Kevin McAllister

Personal information
- Date of birth: 8 November 1962 (age 63)
- Place of birth: Falkirk, Scotland
- Height: 5 ft 5 in (1.65 m)
- Position: Winger

Youth career
- Camelon

Senior career*
- Years: Team / Apps / (Gls)
- 1983–1985: Falkirk / 64 / (18)
- 1985–1991: Chelsea / 106 / (7)
- 1987–1988: → Falkirk (loan) / 6 / (3)
- 1991–1993: Falkirk / 82 / (12)
- 1993–1997: Hibernian / 109 / (12)
- 1997–2002: Falkirk / 150 / (19)
- 2002–2004: Albion Rovers / 48 / (1)
- Total:  / 565 / (72)

Managerial career
- 2003–2005: Albion Rovers

= Kevin McAllister =

Scottish footballer (born 1962)

Kevin McAllister (born 8 November 1962) is a Scottish former footballer.

==Career==
A winger, he started out in the Junior grade at local club Camelon and began his professional career with Falkirk, with whom he spent ten years over three spells, as well as one spell on loan. He played in the 1997 Scottish Cup Final which the Bairns lost 1–0 to Kilmarnock.
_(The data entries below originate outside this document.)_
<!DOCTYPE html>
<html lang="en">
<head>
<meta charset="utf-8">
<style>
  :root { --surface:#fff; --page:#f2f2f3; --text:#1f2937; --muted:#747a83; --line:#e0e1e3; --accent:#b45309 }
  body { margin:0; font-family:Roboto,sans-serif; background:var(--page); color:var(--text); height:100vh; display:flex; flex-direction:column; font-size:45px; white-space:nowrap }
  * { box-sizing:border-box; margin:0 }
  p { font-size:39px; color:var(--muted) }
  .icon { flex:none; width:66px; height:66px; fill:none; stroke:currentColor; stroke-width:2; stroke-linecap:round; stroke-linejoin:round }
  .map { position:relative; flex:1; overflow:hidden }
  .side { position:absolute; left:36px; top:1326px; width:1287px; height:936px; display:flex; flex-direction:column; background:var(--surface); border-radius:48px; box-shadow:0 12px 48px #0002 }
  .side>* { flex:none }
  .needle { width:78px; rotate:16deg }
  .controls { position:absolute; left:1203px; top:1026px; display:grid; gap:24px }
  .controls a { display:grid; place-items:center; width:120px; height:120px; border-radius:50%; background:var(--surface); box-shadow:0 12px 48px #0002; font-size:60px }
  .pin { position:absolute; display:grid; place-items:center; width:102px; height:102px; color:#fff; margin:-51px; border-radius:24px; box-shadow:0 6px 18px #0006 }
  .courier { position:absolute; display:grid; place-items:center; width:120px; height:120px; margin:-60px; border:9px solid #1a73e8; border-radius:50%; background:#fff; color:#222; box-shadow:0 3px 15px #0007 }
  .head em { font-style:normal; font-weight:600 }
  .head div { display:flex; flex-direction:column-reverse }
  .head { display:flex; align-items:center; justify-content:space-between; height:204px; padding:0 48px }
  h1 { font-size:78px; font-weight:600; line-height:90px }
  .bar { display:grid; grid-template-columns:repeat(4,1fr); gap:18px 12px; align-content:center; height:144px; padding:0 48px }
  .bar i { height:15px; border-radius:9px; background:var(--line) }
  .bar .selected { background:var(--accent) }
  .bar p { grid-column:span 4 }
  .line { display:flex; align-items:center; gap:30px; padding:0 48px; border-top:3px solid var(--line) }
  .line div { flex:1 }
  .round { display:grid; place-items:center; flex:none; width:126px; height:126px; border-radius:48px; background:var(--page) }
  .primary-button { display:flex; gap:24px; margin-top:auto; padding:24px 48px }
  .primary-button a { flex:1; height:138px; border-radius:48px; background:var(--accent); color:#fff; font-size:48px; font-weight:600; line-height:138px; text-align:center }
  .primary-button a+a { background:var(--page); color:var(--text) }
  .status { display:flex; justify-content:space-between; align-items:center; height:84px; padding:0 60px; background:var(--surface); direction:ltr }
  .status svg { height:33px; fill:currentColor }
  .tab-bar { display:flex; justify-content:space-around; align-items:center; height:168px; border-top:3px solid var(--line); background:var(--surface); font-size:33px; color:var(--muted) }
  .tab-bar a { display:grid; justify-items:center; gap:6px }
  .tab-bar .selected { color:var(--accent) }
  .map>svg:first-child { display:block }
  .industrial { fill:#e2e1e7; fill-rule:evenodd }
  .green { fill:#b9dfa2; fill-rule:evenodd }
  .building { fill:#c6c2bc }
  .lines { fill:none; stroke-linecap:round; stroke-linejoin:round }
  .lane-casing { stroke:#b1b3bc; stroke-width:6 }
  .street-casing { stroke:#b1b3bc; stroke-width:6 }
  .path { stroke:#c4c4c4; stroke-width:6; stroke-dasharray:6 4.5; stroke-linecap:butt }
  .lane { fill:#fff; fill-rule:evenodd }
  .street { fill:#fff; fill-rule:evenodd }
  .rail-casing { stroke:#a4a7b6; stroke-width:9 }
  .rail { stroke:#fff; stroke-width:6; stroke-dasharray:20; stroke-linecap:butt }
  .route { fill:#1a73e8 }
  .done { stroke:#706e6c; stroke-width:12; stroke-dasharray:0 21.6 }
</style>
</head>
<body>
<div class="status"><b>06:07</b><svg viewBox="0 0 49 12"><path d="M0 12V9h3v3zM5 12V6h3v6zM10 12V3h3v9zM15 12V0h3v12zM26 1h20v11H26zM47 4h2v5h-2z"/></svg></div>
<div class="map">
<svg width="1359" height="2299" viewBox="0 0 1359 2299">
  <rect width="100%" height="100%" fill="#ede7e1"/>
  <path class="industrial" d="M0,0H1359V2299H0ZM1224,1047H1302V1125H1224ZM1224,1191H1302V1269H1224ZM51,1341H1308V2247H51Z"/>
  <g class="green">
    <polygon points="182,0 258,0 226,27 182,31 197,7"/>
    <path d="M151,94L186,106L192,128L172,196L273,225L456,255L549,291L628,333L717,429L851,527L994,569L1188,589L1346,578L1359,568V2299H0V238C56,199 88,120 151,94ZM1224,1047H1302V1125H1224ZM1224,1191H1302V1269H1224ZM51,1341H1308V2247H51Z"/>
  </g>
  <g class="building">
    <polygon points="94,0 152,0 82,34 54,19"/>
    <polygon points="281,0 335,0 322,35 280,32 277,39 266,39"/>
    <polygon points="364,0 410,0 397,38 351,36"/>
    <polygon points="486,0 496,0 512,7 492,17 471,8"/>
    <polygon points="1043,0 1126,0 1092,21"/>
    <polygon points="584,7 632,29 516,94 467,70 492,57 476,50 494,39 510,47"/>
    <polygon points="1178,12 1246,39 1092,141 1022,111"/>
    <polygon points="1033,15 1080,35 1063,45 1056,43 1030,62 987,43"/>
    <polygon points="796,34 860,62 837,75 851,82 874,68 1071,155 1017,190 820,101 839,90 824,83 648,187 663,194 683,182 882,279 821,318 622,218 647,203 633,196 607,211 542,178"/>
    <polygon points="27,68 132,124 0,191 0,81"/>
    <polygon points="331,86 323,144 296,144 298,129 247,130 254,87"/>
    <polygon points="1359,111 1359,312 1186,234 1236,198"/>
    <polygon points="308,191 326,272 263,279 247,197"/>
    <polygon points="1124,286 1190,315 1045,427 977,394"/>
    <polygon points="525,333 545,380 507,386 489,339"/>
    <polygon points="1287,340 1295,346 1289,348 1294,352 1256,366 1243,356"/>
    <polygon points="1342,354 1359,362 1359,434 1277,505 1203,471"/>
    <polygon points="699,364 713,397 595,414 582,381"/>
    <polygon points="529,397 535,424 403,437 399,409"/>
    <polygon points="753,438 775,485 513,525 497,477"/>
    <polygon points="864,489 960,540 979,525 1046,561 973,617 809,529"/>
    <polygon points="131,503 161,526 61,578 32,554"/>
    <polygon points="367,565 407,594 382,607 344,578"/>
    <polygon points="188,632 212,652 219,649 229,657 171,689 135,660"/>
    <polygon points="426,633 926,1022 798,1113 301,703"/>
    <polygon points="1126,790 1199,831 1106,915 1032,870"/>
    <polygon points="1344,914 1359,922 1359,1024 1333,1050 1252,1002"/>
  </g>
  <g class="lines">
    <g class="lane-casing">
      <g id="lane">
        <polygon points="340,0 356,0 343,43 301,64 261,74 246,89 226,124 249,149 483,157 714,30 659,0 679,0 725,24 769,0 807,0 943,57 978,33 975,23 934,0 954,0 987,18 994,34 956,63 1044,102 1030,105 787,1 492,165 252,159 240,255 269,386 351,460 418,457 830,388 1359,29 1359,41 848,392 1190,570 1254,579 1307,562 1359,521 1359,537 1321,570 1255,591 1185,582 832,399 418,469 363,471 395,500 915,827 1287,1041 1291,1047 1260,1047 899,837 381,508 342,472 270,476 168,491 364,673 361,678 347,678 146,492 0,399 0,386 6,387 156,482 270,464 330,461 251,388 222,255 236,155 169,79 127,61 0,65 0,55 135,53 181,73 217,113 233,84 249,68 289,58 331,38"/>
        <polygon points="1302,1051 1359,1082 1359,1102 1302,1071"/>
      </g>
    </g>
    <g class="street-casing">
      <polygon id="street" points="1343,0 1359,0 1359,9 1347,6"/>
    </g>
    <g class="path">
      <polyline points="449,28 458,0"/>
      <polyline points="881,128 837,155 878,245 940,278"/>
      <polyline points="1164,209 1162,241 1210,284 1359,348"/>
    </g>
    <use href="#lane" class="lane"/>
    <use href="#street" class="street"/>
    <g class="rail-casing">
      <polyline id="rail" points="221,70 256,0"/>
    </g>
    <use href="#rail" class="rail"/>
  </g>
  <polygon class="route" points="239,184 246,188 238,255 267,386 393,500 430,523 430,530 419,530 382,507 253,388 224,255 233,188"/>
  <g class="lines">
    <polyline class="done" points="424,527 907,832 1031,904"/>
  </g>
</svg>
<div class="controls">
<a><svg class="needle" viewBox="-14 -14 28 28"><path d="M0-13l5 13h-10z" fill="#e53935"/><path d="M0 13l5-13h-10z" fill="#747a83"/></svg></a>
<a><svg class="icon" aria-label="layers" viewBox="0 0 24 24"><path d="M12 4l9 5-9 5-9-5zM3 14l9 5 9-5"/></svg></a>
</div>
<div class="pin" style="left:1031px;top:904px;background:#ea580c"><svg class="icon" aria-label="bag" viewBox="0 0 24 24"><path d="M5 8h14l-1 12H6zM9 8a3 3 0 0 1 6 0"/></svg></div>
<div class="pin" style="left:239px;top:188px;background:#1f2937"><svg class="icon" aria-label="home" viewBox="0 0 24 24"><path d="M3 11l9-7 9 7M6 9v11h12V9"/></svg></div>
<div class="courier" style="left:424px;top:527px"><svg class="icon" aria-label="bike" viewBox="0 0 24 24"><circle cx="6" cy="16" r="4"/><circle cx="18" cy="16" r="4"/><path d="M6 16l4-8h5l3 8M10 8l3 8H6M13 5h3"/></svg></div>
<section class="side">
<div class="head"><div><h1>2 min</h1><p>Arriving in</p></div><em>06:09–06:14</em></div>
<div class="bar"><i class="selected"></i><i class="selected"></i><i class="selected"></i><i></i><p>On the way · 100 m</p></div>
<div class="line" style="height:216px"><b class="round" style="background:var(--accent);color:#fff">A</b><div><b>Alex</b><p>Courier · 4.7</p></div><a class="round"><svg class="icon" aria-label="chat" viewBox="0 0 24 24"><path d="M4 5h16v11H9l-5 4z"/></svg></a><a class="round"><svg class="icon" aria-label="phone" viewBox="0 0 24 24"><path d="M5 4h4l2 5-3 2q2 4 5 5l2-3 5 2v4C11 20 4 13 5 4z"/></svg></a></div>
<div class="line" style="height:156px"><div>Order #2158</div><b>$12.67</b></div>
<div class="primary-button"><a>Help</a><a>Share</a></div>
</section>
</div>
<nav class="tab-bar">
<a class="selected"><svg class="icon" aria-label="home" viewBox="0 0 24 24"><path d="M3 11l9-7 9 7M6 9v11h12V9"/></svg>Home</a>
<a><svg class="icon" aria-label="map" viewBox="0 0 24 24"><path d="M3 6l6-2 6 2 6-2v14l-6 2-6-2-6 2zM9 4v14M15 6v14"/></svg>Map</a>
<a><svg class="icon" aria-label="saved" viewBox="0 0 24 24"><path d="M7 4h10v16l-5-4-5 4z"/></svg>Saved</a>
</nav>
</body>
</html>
McAllister also played for Chelsea, (where he was among a large contingent of Scottish players and won the Full Members' Cup in 1986 and 1990) Hibernian (being runner-up in the 1993 Scottish League Cup Final) and Albion Rovers. Nicknamed 'Crunchie', he was voted by Falkirk fans as their "Player of the Millennium".

McAllister was later manager of Albion Rovers in the fourth tier of Scottish football from 2003–04 until 2004–05, the first of those seasons as player-manager.

In 2022, McAllister's contribution to Falkirk was marked with the renaming of the South Stand in his honour. Commenting on the achievement, he said "When I was a kid I just wanted to play for Falkirk as they were my team. Having a stand named after me and all that was never on the agenda. I spoke to a few people, ex-team-mates and managers and they told me what an honour it was so I agreed to it."